Exercise instructions. Pull every line containing "canvas" from the data.

*** Opening Dataset extract ***

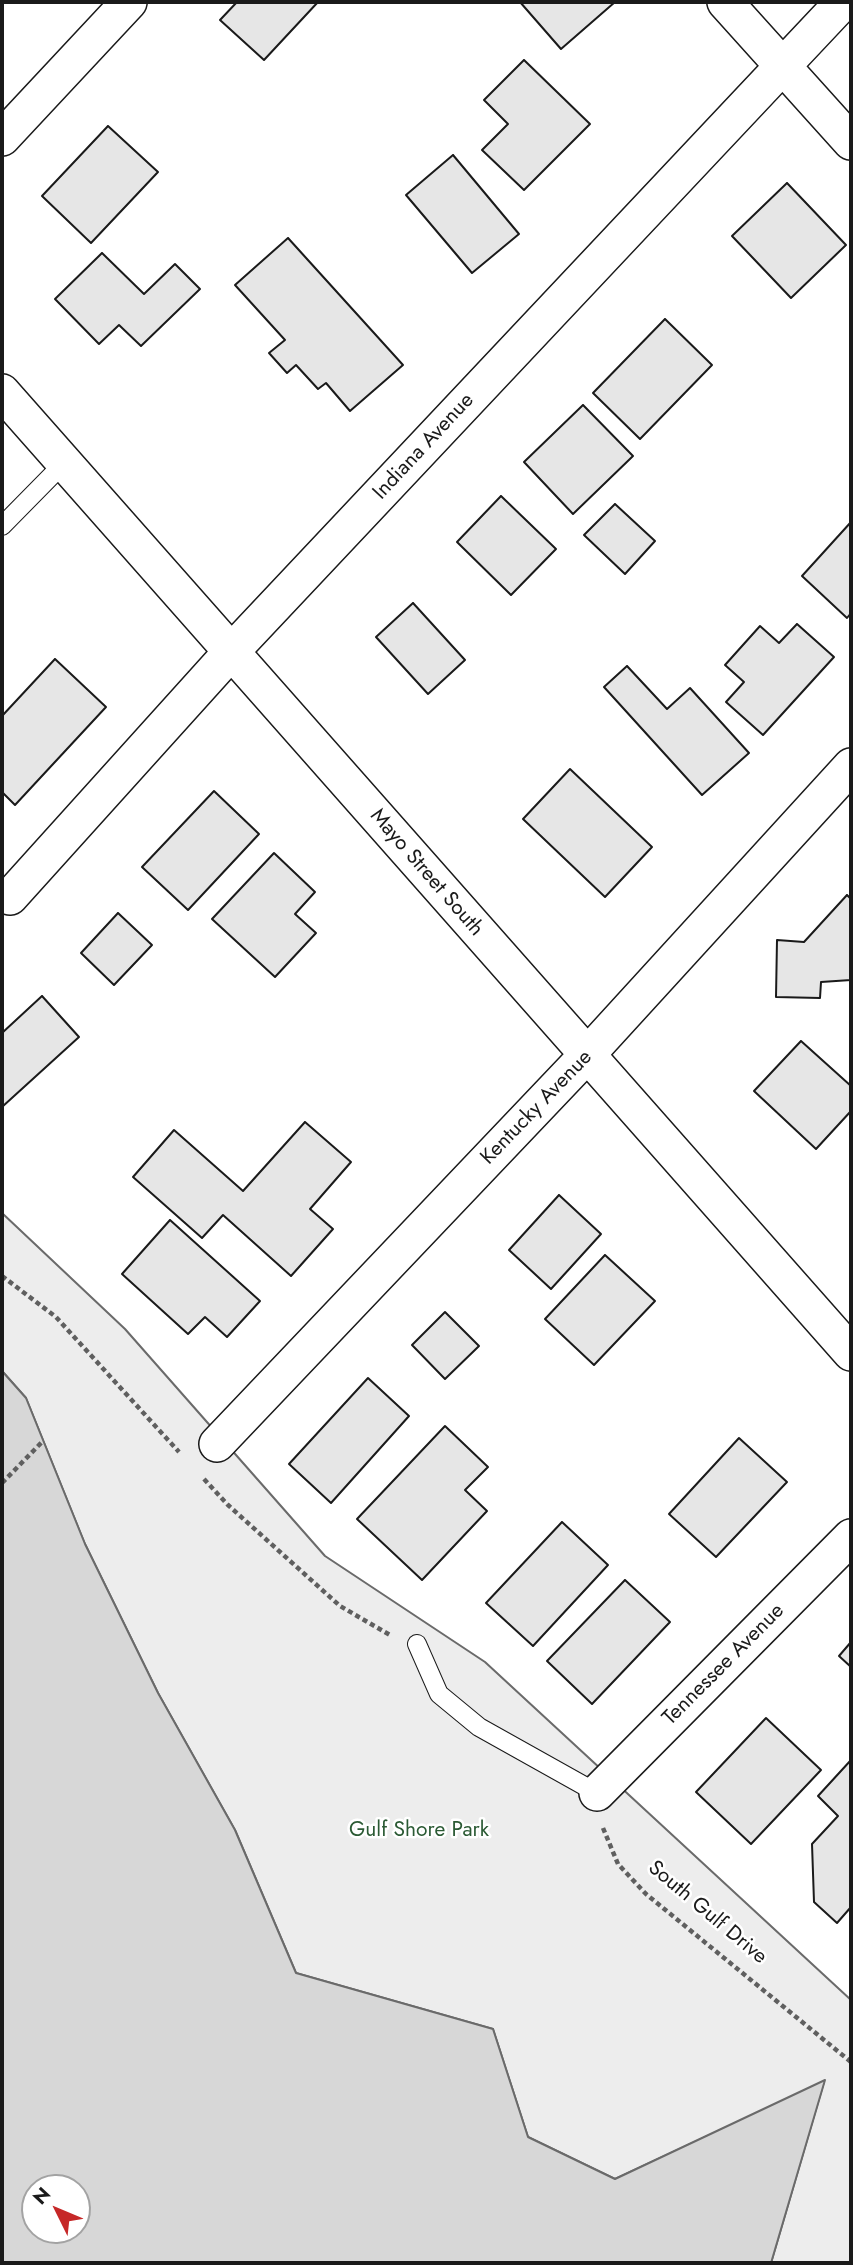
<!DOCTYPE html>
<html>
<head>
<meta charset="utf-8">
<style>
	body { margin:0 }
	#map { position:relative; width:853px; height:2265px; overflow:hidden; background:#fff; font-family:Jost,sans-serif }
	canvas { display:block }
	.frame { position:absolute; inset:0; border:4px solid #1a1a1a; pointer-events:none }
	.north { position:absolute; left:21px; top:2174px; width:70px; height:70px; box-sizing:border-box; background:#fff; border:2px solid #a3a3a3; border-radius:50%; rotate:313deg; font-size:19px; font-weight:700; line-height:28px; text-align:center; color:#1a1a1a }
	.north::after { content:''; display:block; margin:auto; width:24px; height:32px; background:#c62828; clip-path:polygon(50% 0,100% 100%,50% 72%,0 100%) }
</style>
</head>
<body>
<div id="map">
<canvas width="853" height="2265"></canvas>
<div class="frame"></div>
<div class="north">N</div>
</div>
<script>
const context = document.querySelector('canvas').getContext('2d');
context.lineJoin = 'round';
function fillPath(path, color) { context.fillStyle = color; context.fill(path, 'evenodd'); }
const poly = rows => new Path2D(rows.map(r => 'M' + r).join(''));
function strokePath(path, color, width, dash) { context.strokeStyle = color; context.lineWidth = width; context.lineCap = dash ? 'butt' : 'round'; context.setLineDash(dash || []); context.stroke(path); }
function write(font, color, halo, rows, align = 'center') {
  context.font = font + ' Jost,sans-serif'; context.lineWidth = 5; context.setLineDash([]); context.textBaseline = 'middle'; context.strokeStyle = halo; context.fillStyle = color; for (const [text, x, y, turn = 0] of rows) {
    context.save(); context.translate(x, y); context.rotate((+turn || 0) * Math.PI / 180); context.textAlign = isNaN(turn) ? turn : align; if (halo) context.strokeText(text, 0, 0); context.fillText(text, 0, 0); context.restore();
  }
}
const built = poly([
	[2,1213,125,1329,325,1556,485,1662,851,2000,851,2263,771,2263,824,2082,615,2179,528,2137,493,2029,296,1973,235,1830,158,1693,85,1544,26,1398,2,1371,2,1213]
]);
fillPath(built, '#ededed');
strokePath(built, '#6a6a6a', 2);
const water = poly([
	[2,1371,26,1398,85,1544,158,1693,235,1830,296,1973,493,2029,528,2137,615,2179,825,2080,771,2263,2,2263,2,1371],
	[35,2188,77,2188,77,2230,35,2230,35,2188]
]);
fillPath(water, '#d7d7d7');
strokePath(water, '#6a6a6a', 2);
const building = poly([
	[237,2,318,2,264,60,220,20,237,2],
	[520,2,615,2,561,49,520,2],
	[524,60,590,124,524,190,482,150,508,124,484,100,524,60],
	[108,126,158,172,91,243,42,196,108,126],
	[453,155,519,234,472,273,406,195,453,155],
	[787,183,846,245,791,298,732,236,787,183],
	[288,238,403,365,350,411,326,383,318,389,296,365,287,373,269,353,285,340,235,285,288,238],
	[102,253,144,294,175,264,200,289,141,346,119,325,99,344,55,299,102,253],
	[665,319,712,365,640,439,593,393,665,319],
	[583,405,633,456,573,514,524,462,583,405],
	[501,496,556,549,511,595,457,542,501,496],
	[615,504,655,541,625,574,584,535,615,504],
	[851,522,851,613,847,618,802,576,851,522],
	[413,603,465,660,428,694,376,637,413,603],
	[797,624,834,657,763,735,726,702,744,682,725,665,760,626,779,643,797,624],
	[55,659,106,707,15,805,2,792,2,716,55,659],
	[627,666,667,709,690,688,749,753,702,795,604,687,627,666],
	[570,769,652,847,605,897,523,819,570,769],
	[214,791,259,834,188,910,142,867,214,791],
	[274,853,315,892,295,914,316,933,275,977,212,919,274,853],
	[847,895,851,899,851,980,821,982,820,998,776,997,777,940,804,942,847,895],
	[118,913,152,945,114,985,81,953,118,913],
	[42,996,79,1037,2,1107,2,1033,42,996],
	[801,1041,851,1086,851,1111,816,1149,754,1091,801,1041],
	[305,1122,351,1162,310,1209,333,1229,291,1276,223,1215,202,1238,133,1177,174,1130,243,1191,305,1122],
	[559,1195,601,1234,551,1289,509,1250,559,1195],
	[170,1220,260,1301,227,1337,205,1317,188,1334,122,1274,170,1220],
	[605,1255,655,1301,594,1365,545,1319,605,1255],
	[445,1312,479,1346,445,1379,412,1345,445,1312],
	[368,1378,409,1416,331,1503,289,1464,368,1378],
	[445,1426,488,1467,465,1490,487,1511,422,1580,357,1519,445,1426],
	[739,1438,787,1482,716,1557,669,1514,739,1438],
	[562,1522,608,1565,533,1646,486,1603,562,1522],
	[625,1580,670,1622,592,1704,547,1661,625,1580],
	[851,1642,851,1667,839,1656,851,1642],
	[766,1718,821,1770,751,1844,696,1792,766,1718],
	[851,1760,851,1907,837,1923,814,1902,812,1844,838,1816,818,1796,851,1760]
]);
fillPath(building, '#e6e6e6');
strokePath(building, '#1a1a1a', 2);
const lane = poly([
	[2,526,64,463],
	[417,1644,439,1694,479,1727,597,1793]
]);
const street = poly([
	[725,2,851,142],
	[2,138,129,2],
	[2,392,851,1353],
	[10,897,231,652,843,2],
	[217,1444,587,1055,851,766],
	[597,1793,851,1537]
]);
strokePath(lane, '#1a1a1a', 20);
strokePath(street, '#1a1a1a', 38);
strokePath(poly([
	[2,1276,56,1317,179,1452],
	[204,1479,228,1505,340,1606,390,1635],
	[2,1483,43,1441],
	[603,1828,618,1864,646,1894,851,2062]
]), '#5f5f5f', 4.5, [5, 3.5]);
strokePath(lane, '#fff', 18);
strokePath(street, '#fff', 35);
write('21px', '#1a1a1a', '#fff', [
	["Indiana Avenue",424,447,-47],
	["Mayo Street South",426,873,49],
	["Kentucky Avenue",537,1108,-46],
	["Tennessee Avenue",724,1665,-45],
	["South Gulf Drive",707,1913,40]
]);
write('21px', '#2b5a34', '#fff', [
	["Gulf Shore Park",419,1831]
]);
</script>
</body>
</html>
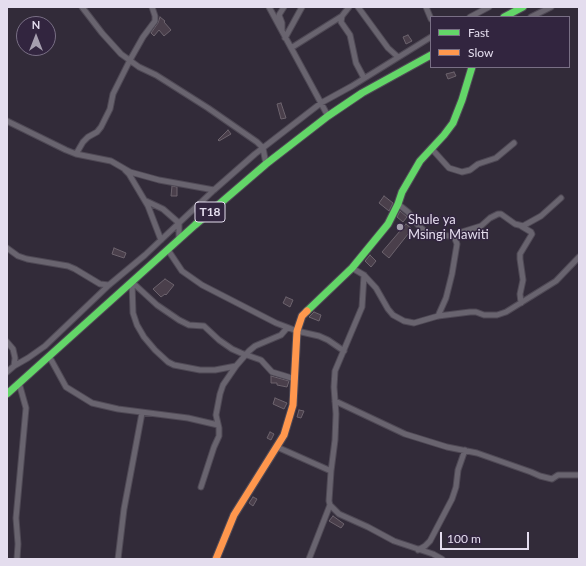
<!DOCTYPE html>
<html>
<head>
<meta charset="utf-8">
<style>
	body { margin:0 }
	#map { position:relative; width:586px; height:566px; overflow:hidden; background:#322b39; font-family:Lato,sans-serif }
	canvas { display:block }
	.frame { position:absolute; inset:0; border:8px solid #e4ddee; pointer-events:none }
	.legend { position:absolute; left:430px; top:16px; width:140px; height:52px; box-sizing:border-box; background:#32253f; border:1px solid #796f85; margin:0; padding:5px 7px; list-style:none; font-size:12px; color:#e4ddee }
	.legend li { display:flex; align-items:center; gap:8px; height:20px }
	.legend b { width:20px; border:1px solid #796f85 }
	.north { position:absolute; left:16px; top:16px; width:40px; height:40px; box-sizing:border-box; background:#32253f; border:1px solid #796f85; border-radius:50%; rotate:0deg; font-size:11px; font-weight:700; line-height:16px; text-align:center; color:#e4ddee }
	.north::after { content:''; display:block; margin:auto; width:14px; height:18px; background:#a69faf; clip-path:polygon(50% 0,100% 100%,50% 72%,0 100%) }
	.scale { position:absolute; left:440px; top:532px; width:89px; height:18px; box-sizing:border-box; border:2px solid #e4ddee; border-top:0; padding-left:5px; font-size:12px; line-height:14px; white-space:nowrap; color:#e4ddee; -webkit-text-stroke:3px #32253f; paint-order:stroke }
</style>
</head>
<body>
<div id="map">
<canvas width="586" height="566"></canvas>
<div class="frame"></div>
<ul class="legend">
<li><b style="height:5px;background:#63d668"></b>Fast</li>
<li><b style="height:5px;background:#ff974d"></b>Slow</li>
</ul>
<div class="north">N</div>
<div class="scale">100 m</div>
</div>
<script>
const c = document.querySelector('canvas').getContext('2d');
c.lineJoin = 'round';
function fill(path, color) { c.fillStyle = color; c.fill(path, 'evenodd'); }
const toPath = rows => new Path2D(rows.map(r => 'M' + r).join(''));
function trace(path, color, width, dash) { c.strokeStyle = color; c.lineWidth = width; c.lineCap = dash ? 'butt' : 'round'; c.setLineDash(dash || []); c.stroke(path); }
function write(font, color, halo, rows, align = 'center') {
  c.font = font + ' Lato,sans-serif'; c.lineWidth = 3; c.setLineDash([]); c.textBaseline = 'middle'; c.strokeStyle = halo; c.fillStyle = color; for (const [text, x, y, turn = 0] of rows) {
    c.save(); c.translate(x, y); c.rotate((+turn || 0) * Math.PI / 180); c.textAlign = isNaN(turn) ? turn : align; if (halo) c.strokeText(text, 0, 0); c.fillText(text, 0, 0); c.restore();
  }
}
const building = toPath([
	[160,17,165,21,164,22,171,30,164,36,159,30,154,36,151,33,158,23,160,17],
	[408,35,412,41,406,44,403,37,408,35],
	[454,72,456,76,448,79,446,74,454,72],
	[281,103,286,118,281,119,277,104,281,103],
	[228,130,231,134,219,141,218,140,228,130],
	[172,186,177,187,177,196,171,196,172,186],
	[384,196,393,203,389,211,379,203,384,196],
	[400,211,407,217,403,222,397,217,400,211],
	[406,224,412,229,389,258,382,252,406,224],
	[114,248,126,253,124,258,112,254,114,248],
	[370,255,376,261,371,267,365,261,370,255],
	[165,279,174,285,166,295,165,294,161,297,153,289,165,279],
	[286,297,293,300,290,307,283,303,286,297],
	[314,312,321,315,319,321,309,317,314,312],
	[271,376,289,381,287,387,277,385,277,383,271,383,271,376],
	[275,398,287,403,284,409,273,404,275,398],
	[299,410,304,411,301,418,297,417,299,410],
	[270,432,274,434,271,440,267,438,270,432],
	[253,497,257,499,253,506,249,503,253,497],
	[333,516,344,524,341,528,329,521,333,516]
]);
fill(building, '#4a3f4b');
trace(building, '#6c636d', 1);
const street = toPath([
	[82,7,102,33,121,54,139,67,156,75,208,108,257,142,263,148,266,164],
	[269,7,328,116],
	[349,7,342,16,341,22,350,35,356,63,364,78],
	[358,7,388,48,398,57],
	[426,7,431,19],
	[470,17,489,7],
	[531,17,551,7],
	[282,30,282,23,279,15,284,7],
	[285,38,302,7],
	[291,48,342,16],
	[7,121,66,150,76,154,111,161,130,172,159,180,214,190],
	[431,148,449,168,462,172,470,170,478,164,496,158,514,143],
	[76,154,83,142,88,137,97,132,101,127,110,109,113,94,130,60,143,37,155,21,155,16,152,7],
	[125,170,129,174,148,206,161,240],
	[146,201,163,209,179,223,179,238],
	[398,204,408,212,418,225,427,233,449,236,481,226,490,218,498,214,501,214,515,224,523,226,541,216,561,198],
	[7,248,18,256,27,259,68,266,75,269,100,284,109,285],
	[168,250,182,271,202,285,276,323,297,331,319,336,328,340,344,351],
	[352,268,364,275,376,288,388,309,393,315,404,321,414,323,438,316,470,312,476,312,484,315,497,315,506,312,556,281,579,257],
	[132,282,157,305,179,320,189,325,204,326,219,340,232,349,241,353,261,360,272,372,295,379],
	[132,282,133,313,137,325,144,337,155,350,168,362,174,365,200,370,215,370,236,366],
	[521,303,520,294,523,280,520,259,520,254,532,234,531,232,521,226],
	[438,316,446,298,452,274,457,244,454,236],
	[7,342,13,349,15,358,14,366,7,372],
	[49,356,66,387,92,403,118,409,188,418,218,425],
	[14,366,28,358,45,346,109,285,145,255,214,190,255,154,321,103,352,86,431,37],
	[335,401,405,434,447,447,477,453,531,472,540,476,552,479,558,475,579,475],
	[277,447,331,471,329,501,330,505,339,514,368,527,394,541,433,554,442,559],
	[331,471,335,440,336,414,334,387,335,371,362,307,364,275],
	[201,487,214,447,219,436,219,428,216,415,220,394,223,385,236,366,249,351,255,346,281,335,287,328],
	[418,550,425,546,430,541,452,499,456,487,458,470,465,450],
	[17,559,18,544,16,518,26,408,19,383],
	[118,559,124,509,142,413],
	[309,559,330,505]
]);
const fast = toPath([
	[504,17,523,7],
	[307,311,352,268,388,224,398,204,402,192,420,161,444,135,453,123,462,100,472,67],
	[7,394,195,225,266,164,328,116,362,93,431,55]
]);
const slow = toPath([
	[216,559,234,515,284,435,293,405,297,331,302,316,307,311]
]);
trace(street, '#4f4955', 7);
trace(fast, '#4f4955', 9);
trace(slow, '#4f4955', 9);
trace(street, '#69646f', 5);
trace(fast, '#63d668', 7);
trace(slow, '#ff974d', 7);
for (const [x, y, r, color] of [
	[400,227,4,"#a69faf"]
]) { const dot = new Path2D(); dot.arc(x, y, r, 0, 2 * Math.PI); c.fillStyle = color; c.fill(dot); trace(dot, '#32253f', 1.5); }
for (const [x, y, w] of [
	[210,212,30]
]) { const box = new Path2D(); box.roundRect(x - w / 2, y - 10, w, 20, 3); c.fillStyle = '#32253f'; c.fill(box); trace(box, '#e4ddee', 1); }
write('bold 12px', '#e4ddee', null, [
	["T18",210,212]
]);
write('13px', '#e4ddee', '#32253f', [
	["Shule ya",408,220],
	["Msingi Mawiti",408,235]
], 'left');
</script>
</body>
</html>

*** Closing Dataset extract ***

Answer space.
	canvas { display:block }
<canvas width="853" height="2265"></canvas>
const context = document.querySelector('canvas').getContext('2d');
	canvas { display:block }
<canvas width="586" height="566"></canvas>
const c = document.querySelector('canvas').getContext('2d');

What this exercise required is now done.